Lazy Bigrams

LACTFby smothy

lazy-bigrams - LA CTF 2025 Crypto Writeup

Category: Crypto Difficulty: Medium Flag: lactf{n0t_r34lly_4_b1gr4m_su8st1tu7ion_bu7_1_w1ll_tak3_1t_f0r_n0w} Solved by: Smothy @ 0xN1umb


Hackerman

"When you NATO phonetic alphabet so hard you NATO phonetic alphabet your NATO phonetic alphabet"


Challenge Description

A simple bigram substitution cipher... with a twist.

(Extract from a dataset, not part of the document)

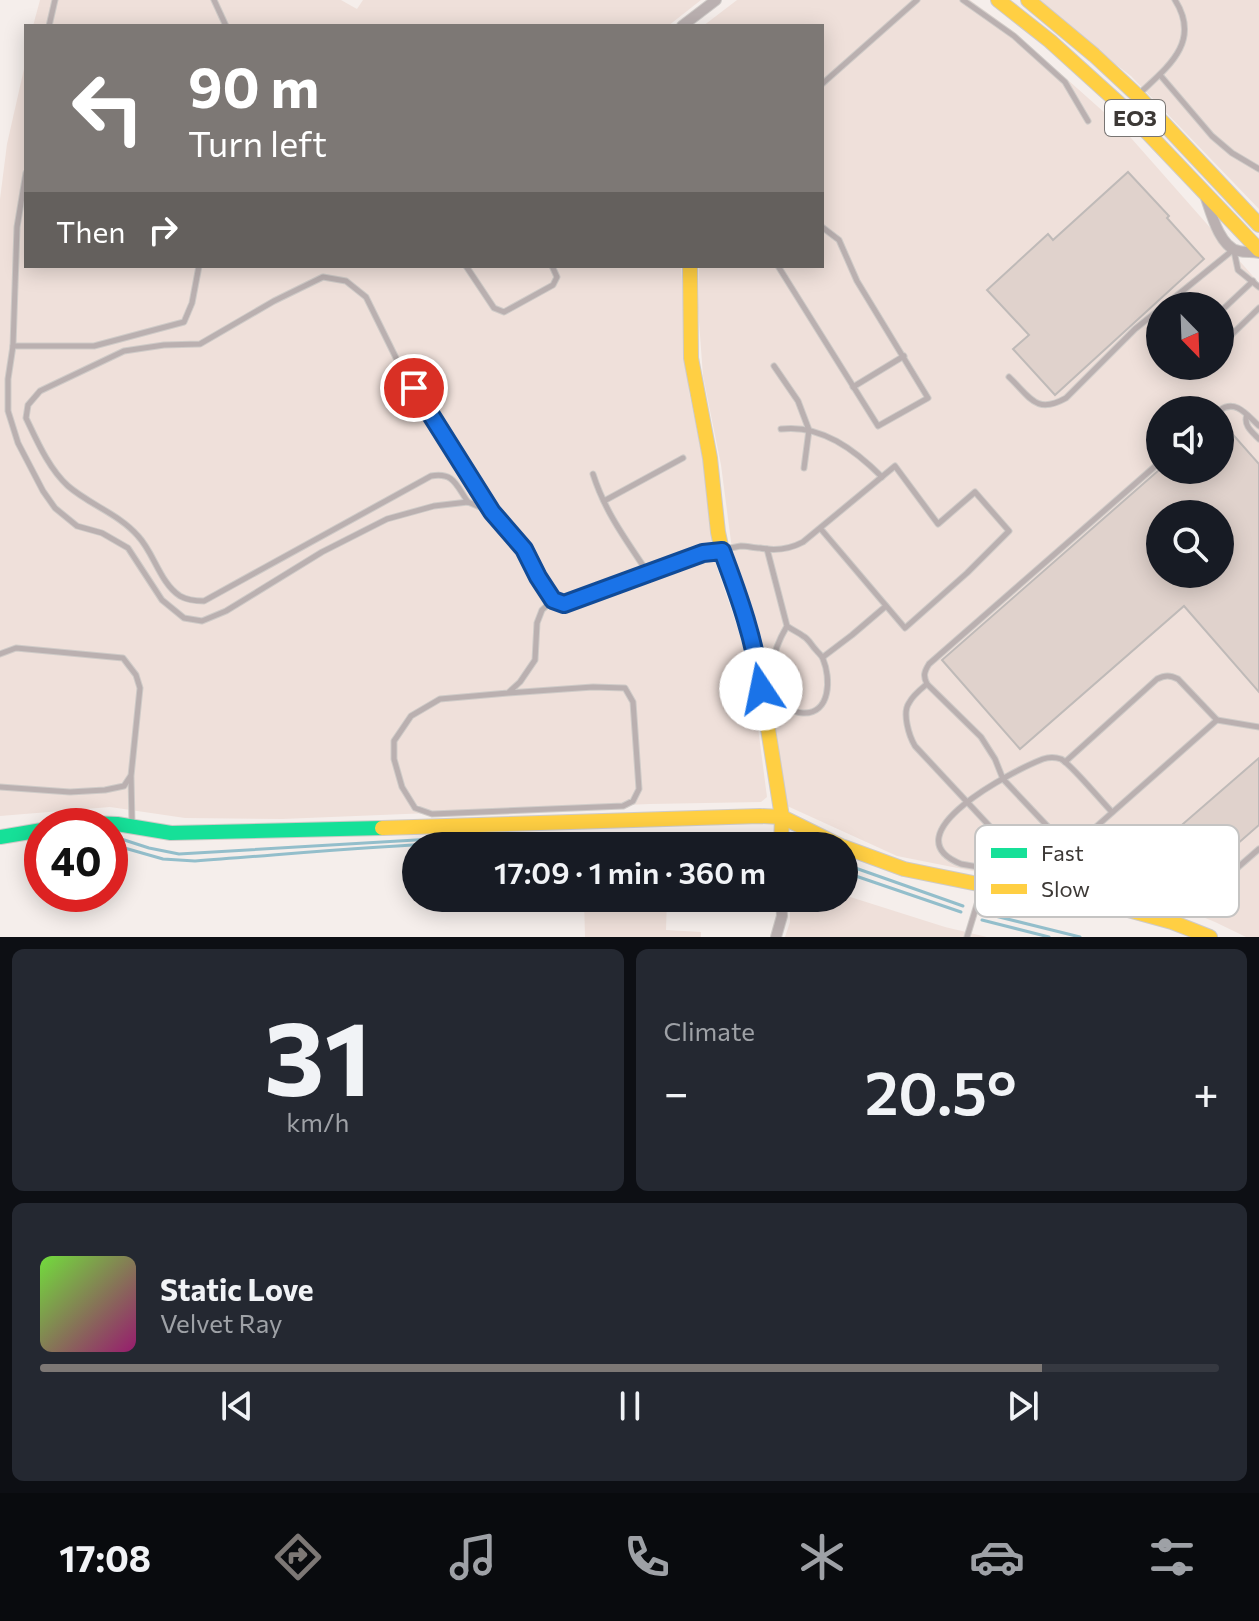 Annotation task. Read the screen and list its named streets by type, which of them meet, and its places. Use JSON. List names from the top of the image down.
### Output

We get chall.py (the encryption script) and ct.txt (2158 characters of uppercase ciphertext). The encryption pipeline is delightfully cursed: take the flag, convert each character to its NATO phonetic word, then do it AGAIN on the result, then apply a random bigram substitution cipher. Double phonetic encoding go brrr.

TL;DR

Double phonetic mapping + bigram substitution. The known flag prefix lactf{ expands to 215 characters of known plaintext through the double-phonetic pipeline, giving us 61 substitution table entries for free. Backtracking through possible flag characters with constraint propagation cracks the rest in under a second. Crypto? More like known-plaintext-attack speedrun.

Initial Recon

Two files: the encryption script and the ciphertext output.

The ciphertext is 2158 uppercase characters - all A-Z, no spaces, no numbers. Clean bigram substitution output. Let's read the source.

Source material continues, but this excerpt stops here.